Additional biochemical support for the finding that glucose supplementation is beneficial rather than deleterious to immature rat brain exposed to hypoxia–ischemia stems from a prior investigation in our laboratory. Yager et al. (1991) subjected immature rats to cerebral hypoxia–ischemia, after 3 h of which their brains were prepared for the determination of cytosolic and mitochondrial oxidation-reduction (redox) states. As anticipated, the cytoplasmic redox state was reduced relative to controls, whereas the mitochondrial redox state was more oxidized. Concurrent measurements of brain glucose, pyruvate, and α-ketoglutarate indicated that the upward shift in mitochondrial NAD+/NADH was the result of a depletion in substrate supply to the mitochondria. An analogous situation occurs in adult brain during severe hypoglycemia, during which cellular oxidation is observed (Bryan and Jöbsis, 1986). The alterations in the mitochondrial redox state of immature rat brain during hypoxia–ischemia mimics state-II respiration, in which substrate, rather than oxygen supply, is deficient (Chance and Williams, 1955). It follows that substrate (glucose, ketone bodies) supplementation should improve the neuropathologic outcome arising from hypoxia–ischemia in the immature rat, as shown in previous investigations (Vannucci and Mujsce, 1992; Yager et al., 1992).

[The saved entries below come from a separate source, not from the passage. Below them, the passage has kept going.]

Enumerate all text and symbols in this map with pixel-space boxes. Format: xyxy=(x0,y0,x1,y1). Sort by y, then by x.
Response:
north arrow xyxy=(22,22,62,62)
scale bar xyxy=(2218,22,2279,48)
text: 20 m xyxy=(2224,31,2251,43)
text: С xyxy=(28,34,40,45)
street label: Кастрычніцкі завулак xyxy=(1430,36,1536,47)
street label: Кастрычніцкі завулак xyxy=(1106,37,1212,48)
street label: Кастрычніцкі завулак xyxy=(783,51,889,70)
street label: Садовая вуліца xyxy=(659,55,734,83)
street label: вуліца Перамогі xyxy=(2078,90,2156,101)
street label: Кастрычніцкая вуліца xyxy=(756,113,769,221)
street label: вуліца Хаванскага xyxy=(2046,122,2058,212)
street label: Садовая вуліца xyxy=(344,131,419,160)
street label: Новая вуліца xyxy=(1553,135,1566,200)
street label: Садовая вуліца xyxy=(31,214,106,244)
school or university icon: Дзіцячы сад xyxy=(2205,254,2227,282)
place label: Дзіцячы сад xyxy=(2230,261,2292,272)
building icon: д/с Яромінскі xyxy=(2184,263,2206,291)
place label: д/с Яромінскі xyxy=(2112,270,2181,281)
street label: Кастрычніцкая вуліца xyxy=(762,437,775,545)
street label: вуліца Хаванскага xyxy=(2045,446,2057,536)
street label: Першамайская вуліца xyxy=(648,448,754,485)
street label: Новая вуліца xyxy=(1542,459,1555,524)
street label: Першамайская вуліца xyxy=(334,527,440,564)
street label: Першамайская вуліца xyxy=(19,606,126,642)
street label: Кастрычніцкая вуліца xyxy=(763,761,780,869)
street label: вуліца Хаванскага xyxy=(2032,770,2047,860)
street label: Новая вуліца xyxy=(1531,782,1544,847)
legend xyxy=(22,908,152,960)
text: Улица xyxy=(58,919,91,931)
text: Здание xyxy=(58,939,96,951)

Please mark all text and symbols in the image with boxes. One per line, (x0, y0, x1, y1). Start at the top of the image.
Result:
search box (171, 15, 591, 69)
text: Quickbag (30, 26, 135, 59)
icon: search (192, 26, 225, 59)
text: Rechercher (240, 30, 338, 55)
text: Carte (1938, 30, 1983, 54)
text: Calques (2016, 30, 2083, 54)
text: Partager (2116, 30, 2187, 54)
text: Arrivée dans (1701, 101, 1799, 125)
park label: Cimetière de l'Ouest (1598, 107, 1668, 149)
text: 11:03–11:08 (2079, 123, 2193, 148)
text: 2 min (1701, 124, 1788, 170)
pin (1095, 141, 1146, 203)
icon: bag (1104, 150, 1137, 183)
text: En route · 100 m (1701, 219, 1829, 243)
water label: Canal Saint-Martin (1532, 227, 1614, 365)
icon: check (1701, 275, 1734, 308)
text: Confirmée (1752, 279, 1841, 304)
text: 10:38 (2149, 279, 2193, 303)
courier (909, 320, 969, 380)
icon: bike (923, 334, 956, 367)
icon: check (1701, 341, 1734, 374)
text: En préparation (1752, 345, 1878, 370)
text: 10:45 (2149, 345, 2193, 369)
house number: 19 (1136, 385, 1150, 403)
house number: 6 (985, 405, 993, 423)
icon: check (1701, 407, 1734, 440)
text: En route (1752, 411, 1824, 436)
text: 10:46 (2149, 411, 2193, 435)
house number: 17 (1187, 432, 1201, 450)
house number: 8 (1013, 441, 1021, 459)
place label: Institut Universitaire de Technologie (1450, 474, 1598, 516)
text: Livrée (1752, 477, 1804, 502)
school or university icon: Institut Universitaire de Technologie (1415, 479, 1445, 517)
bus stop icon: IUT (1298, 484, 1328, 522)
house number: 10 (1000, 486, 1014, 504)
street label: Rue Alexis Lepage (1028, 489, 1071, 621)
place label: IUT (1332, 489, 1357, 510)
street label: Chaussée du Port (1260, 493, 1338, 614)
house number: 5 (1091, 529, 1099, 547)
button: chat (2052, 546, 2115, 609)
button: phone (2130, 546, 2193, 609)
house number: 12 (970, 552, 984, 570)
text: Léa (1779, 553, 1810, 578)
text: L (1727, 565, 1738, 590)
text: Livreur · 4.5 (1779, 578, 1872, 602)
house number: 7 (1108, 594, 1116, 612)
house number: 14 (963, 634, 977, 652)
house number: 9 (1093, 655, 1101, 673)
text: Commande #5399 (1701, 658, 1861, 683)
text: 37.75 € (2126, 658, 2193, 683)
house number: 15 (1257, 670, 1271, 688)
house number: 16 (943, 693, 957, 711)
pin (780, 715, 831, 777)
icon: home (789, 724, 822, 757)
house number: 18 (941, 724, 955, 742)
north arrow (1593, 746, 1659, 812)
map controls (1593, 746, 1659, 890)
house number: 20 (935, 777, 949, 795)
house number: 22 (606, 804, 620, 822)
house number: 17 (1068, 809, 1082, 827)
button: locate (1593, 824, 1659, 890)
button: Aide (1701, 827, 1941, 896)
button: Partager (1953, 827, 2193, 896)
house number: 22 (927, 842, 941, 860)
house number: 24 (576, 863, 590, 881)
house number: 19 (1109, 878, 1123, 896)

In summary, the age-related paradox of the beneficial effect of hyperglycemia on hypoxic–ischemic brain damage in immature rats compared to its deleterious effect in adults likely relates to better preservation of tissue energy stores and less extensive tissue lactacidosis in the immature animals. A more rapid clearance of lactic acid via metabolism and transport in immature rats is probably a contributing factor and is presently being investigated.